Saved entries
○ ○ ○ ○ ○

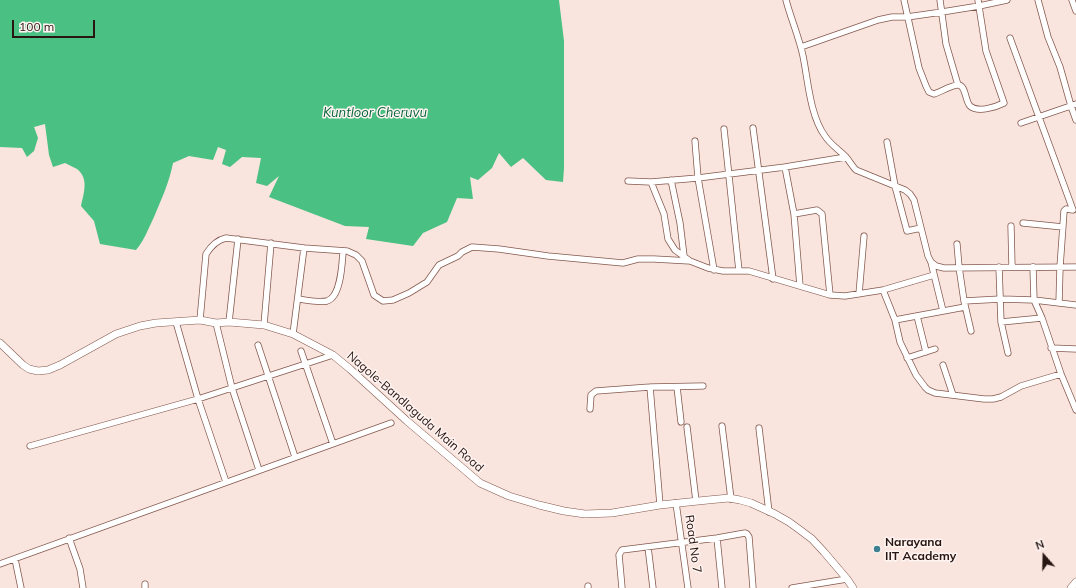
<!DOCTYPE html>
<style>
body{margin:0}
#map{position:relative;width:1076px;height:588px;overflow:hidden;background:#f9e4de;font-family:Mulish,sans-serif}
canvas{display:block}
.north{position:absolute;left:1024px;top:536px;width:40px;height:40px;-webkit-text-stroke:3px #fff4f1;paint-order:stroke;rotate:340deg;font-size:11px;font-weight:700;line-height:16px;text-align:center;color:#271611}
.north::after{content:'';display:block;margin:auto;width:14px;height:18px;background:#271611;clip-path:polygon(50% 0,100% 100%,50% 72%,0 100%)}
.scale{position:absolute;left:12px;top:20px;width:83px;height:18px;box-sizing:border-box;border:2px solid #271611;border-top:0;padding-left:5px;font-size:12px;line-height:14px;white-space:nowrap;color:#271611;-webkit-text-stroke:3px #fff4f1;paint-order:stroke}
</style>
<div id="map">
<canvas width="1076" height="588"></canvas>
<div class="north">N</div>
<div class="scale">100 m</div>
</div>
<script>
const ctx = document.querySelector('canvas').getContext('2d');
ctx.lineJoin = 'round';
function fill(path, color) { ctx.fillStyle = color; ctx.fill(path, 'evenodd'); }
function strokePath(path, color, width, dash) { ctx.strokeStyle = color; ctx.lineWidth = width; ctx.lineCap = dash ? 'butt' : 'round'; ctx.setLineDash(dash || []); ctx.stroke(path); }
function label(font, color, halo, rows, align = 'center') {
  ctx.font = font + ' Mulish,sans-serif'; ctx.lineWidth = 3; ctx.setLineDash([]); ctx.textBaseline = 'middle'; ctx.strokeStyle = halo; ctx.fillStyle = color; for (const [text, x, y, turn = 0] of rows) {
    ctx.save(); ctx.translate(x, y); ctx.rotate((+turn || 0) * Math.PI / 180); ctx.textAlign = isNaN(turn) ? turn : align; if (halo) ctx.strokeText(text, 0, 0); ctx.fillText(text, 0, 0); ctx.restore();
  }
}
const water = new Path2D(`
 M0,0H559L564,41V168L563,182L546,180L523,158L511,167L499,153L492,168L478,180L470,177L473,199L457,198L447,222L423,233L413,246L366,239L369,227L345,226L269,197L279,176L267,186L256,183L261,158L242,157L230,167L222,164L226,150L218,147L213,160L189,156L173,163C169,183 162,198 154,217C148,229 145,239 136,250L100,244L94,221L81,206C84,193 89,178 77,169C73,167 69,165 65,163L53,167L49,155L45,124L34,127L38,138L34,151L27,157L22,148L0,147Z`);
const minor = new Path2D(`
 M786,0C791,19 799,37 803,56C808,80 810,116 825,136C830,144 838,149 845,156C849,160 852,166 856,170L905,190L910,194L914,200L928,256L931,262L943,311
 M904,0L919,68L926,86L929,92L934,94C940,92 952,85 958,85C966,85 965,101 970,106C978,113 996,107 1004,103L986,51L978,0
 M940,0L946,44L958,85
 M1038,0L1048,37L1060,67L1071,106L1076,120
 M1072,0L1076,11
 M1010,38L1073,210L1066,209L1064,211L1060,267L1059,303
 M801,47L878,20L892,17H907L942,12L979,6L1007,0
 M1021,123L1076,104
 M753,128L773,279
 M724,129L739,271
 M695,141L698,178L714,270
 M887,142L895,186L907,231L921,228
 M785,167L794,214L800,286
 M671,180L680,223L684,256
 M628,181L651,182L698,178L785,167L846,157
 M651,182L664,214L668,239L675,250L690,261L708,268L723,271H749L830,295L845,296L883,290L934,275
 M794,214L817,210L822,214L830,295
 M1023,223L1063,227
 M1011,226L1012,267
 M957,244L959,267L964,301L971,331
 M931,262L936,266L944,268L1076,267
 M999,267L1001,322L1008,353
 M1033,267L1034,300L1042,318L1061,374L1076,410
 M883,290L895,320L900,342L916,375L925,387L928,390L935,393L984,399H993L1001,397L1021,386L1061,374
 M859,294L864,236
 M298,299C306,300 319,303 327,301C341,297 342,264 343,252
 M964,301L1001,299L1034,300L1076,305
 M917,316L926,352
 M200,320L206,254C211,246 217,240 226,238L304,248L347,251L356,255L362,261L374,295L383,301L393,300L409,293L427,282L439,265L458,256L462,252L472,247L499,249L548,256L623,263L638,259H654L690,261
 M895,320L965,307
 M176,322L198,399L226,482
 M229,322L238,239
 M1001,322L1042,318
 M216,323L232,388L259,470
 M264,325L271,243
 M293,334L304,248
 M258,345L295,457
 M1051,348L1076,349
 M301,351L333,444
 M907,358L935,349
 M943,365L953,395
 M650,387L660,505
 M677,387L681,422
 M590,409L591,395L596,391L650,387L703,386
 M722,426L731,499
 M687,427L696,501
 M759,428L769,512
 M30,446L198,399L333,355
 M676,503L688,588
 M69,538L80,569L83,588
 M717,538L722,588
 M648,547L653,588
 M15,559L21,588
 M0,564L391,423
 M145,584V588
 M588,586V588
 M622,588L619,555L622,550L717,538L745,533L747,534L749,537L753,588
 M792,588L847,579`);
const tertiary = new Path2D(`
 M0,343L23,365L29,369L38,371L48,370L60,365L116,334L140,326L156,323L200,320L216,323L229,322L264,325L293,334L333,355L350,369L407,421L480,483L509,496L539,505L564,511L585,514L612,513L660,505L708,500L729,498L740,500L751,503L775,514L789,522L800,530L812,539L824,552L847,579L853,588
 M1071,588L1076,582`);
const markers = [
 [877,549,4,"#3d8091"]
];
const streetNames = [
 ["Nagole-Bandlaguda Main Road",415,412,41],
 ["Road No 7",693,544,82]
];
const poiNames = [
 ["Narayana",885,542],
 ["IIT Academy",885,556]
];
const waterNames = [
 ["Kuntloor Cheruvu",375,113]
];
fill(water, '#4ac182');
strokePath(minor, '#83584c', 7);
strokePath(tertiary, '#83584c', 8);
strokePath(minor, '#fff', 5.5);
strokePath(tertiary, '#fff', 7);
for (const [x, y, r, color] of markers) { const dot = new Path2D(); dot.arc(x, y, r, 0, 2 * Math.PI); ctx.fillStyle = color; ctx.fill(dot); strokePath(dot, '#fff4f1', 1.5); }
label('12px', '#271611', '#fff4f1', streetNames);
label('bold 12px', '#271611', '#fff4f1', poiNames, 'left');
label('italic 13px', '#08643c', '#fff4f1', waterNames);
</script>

○ ○ ○ ○ ○

# [TRY IT]
From the first line through the line with "function fill(path, color)", output those lines of the entries above exactly, and nothing else, with the pictures left out.

# [TASK RESULT]
<!DOCTYPE html>
<style>
body{margin:0}
#map{position:relative;width:1076px;height:588px;overflow:hidden;background:#f9e4de;font-family:Mulish,sans-serif}
canvas{display:block}
.north{position:absolute;left:1024px;top:536px;width:40px;height:40px;-webkit-text-stroke:3px #fff4f1;paint-order:stroke;rotate:340deg;font-size:11px;font-weight:700;line-height:16px;text-align:center;color:#271611}
.north::after{content:'';display:block;margin:auto;width:14px;height:18px;background:#271611;clip-path:polygon(50% 0,100% 100%,50% 72%,0 100%)}
.scale{position:absolute;left:12px;top:20px;width:83px;height:18px;box-sizing:border-box;border:2px solid #271611;border-top:0;padding-left:5px;font-size:12px;line-height:14px;white-space:nowrap;color:#271611;-webkit-text-stroke:3px #fff4f1;paint-order:stroke}
</style>
<div id="map">
<canvas width="1076" height="588"></canvas>
<div class="north">N</div>
<div class="scale">100 m</div>
</div>
<script>
const ctx = document.querySelector('canvas').getContext('2d');
ctx.lineJoin = 'round';
function fill(path, color) { ctx.fillStyle = color; ctx.fill(path, 'evenodd'); }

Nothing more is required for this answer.